### Directions
Type out the data exactly as given. Skip any image.

### Recorded information
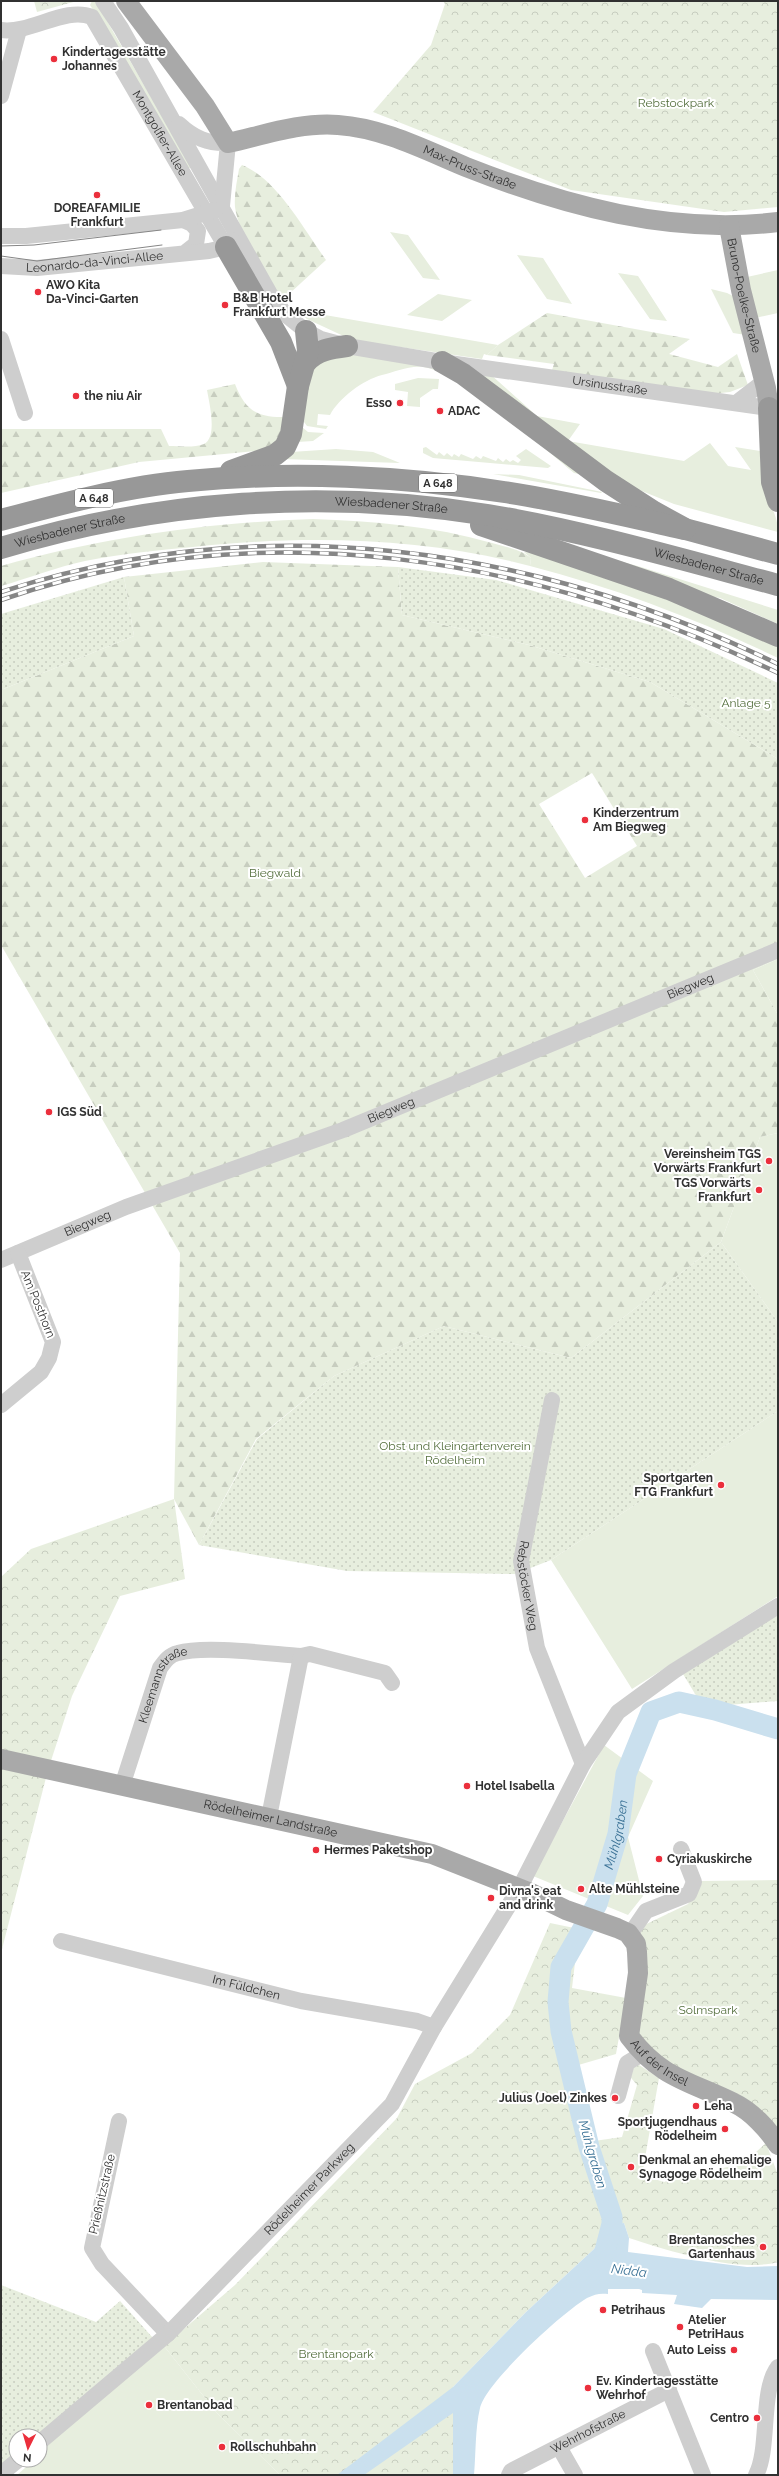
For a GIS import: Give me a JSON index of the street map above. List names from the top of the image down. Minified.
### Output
{"streets":{"highway":["A 648","Wiesbadener Straße"],"main road":["Max-Pruss-Straße","Bruno-Poelke-Straße","Rödelheimer Landstraße","Auf der Insel"],"street":["Montgolfier-Allee","Leonardo-da-Vinci-Allee","Ursinusstraße","Biegweg","Am Posthorn","Rebstöcker Weg","Kleemannstraße","Im Füldchen","Rödelheimer Parkweg","Prießnitzstraße","Wehrhofstraße"]},"crossings":[["Montgolfier-Allee","Leonardo-da-Vinci-Allee"],["Montgolfier-Allee","Ursinusstraße"],["Max-Pruss-Straße","Bruno-Poelke-Straße"],["Leonardo-da-Vinci-Allee","Ursinusstraße"],["Bruno-Poelke-Straße","Ursinusstraße"],["A 648","Wiesbadener Straße"],["Biegweg","Am Posthorn"],["Kleemannstraße","Rödelheimer Landstraße"],["Rödelheimer Landstraße","Auf der Insel"],["Rödelheimer Landstraße","Rödelheimer Parkweg"],["Im Füldchen","Rödelheimer Parkweg"],["Rödelheimer Parkweg","Prießnitzstraße"]],"water":["Mühlgraben","Nidda"],"parks":["Rebstockpark","Anlage 5","Biegwald","Obst und Kleingartenverein Rödelheim","Solmspark","Brentanopark"],"places":["Kindertagesstätte Johannes","DOREAFAMILIE Frankfurt","AWO Kita Da-Vinci-Garten","B&B Hotel Frankfurt Messe","the niu Air","Esso","ADAC","Kinderzentrum Am Biegweg","IGS Süd","Vereinsheim TGS Vorwärts Frankfurt","TGS Vorwärts Frankfurt","Sportgarten FTG Frankfurt","Hotel Isabella","Hermes Paketshop","Cyriakuskirche","Alte Mühlsteine","Divna's eat and drink","Julius (Joel) Zinkes","Leha","Sportjugendhaus Rödelheim","Denkmal an ehemalige Synagoge Rödelheim","Brentanosches Gartenhaus","Petrihaus","Atelier PetriHaus","Auto Leiss","Ev. Kindertagesstätte Wehrhof","Brentanobad","Centro","Rollschuhbahn"],"north":"bottom"}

### The completed task
For a GIS import: Give me a JSON index of the street map above. List names from the top of the image down. Minified.
### Output
{"streets":{"highway":["A 648","Wiesbadener Straße"],"main road":["Max-Pruss-Straße","Bruno-Poelke-Straße","Rödelheimer Landstraße","Auf der Insel"],"street":["Montgolfier-Allee","Leonardo-da-Vinci-Allee","Ursinusstraße","Biegweg","Am Posthorn","Rebstöcker Weg","Kleemannstraße","Im Füldchen","Rödelheimer Parkweg","Prießnitzstraße","Wehrhofstraße"]},"crossings":[["Montgolfier-Allee","Leonardo-da-Vinci-Allee"],["Montgolfier-Allee","Ursinusstraße"],["Max-Pruss-Straße","Bruno-Poelke-Straße"],["Leonardo-da-Vinci-Allee","Ursinusstraße"],["Bruno-Poelke-Straße","Ursinusstraße"],["A 648","Wiesbadener Straße"],["Biegweg","Am Posthorn"],["Kleemannstraße","Rödelheimer Landstraße"],["Rödelheimer Landstraße","Auf der Insel"],["Rödelheimer Landstraße","Rödelheimer Parkweg"],["Im Füldchen","Rödelheimer Parkweg"],["Rödelheimer Parkweg","Prießnitzstraße"]],"water":["Mühlgraben","Nidda"],"parks":["Rebstockpark","Anlage 5","Biegwald","Obst und Kleingartenverein Rödelheim","Solmspark","Brentanopark"],"places":["Kindertagesstätte Johannes","DOREAFAMILIE Frankfurt","AWO Kita Da-Vinci-Garten","B&B Hotel Frankfurt Messe","the niu Air","Esso","ADAC","Kinderzentrum Am Biegweg","IGS Süd","Vereinsheim TGS Vorwärts Frankfurt","TGS Vorwärts Frankfurt","Sportgarten FTG Frankfurt","Hotel Isabella","Hermes Paketshop","Cyriakuskirche","Alte Mühlsteine","Divna's eat and drink","Julius (Joel) Zinkes","Leha","Sportjugendhaus Rödelheim","Denkmal an ehemalige Synagoge Rödelheim","Brentanosches Gartenhaus","Petrihaus","Atelier PetriHaus","Auto Leiss","Ev. Kindertagesstätte Wehrhof","Brentanobad","Centro","Rollschuhbahn"],"north":"bottom"}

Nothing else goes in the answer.